Immunofluorescence shows different molecules: DNA (blue), cardiac troponin T (orange), and α actin (green).

According to research led by Dr.
Li Qian of the University of North Carolina School of Medicine, a protein that helps neurons develop also has the function
of reprogramming scar tissue cells into cardiomyocytes.

Researchers at the University of North Carolina School of Medicine have made important advances in exciting areas such as cell reprogramming and organ regeneration, and their findings could have a significant impact
on future developments in the treatment of heart injury.
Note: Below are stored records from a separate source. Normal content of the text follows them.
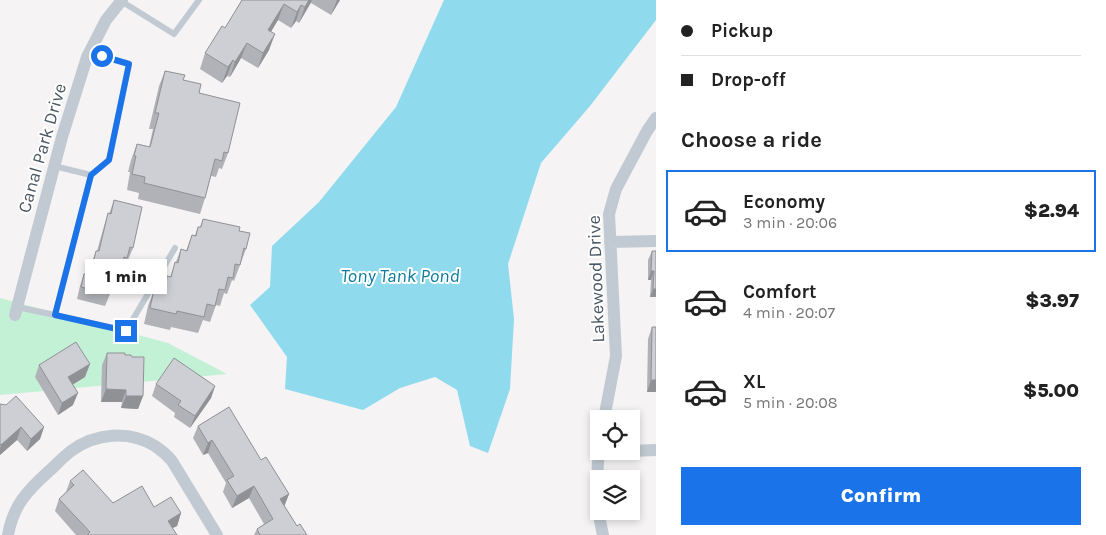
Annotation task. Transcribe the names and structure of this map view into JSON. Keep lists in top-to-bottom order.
{
  "streets": {
    "street": ["Canal Park Drive", "Lakewood Drive"]
  },
  "water": ["Tony Tank Pond"],
  "page": {
    "banner": ["Pickup", "Drop-off"],
    "heading": "Choose a ride",
    "list": [
      {
        "name": "Economy",
        "note": "3 min · 20:06",
        "value": "$2.94"
      },
      {
        "name": "Comfort",
        "note": "4 min · 20:07",
        "value": "$3.97"
      },
      {
        "name": "XL",
        "note": "5 min · 20:08",
        "value": "$5.00"
      }
    ],
    "bubble": "1 min",
    "buttons": "Confirm"
  }
}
Researchers at the University of North Carolina at Chapel Hill found a leaner, more efficient way to recombine fibroblasts that make up scar tissue into healthy cardiomyocytes
in a recent study published in the journal Cell Stem Cell.
Fibroblasts are responsible for fibrous, stiff tissue that leads to heart failure
after a heart attack or heart attack.
Converting fibroblasts into cardiomyocytes is a possible future treatment that could even cure this widespread and deadly disease
.
Surprisingly, the key to the new method of making cardiomyocytes turned out to be Ascl1, a protein that controls gene activity and is known to play an important role
in the transformation of fibroblasts into neurons.
Ascl1 was previously thought to be neuron-specific
.

"This is a groundbreaking discovery, and we hope it will be useful for developing future cardiac therapies and potentially other types of therapeutic cell reprogramming," said Li Qian, Ph.
D.
, senior author of the study, an associate professor in the Department of Pathology and Laboratory Medicine at the University of North Carolina and associate director
of the McAllister Heart Institute at the University of North Carolina School of Medicine.
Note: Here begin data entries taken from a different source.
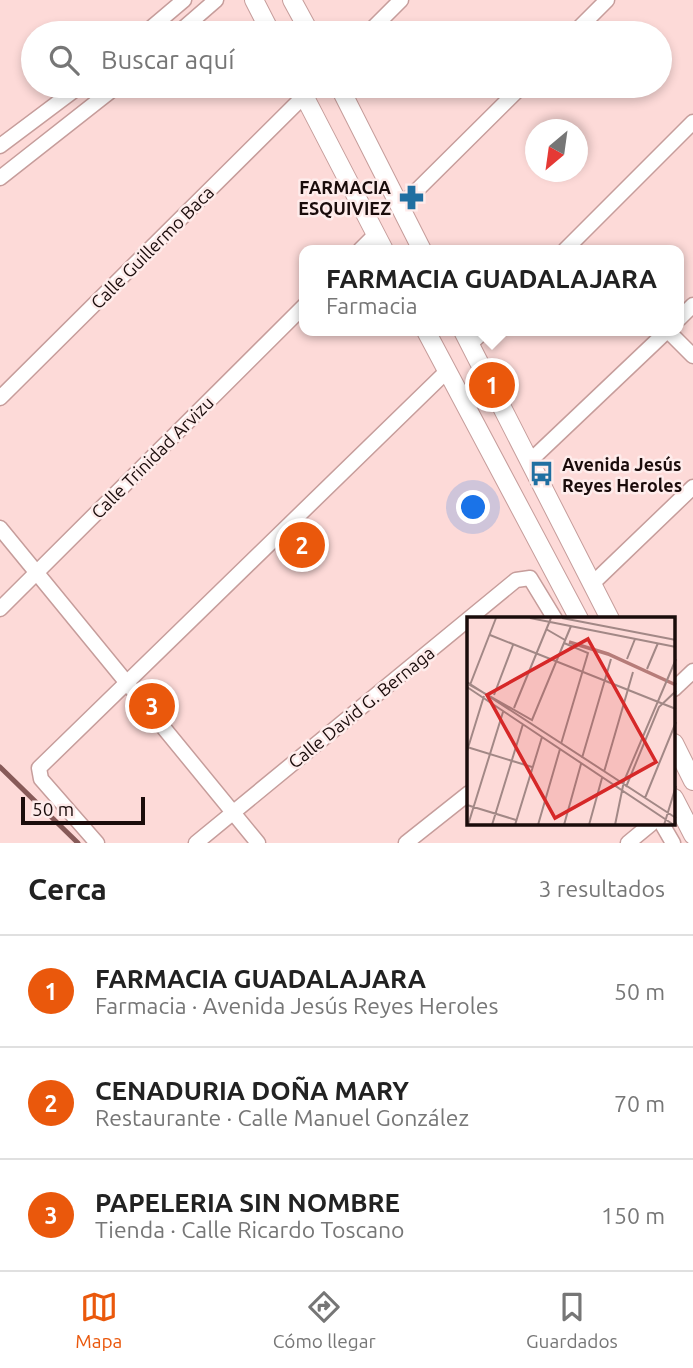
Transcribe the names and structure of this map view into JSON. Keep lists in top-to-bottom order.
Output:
{
  "streets": {
    "street": ["Calle Guillermo Baca", "Calle Trinidad Arvizu", "Calle David G. Bernaga"]
  },
  "places": {
    "pharmacy": ["FARMACIA ESQUIVIEZ"],
    "bus stop": ["Avenida Jesús Reyes Heroles"]
  },
  "scale_bar": "50 m",
  "north": "bottom left",
  "page": {
    "search": "Buscar aquí",
    "popup": ["FARMACIA GUADALAJARA", "Farmacia"],
    "pins": ["1", "2", "3"],
    "scale": "50 m",
    "heading": ["Cerca", "3 resultados"],
    "list": [
      {
        "mark": "1",
        "name": "FARMACIA GUADALAJARA",
        "note": "Farmacia · Avenida Jesús Reyes Heroles",
        "value": "50 m"
      },
      {
        "mark": "2",
        "name": "CENADURIA DOÑA MARY",
        "note": "Restaurante · Calle Manuel González",
        "value": "70 m"
      },
      {
        "mark": "3",
        "name": "PAPELERIA SIN NOMBRE",
        "note": "Tienda · Calle Ricardo Toscano",
        "value": "150 m"
      }
    ],
    "nav": ["Mapa", "Cómo llegar", "Guardados"]
  }
}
Over the past 15 years, scientists have developed various techniques to reprogram adult cells into stem cells and then induce those stem cells to become other types of adult cells
.
Recently, scientists have been looking for ways to do this reprogramming more directly—directly from one mature cell type to another
.
It has been hoped that when these methods reach maximum safety, effectiveness and efficiency, doctors will be able to reprogram harmful cells in the patient's body into beneficial cells
with a simple injection.

"Reprogramming fibroblasts has been one of the important targets in the field," Qian said
.
"Hyperactive fibroblasts underlie many major diseases and conditions, including heart failure, chronic obstructive pulmonary disease, liver disease, kidney disease, and scar-like brain injury
that occurs after stroke.
"

In the new study, including co-first author Haofei Wang, student Benjamin Keepers used three existing techniques to reprogram mouse fibroblasts into cardiomyocytes, liver cells, and neurons
.
Their aim was to classify and compare
changes in cellular gene activity patterns and gene activity regulators during these three different reprogramming processes.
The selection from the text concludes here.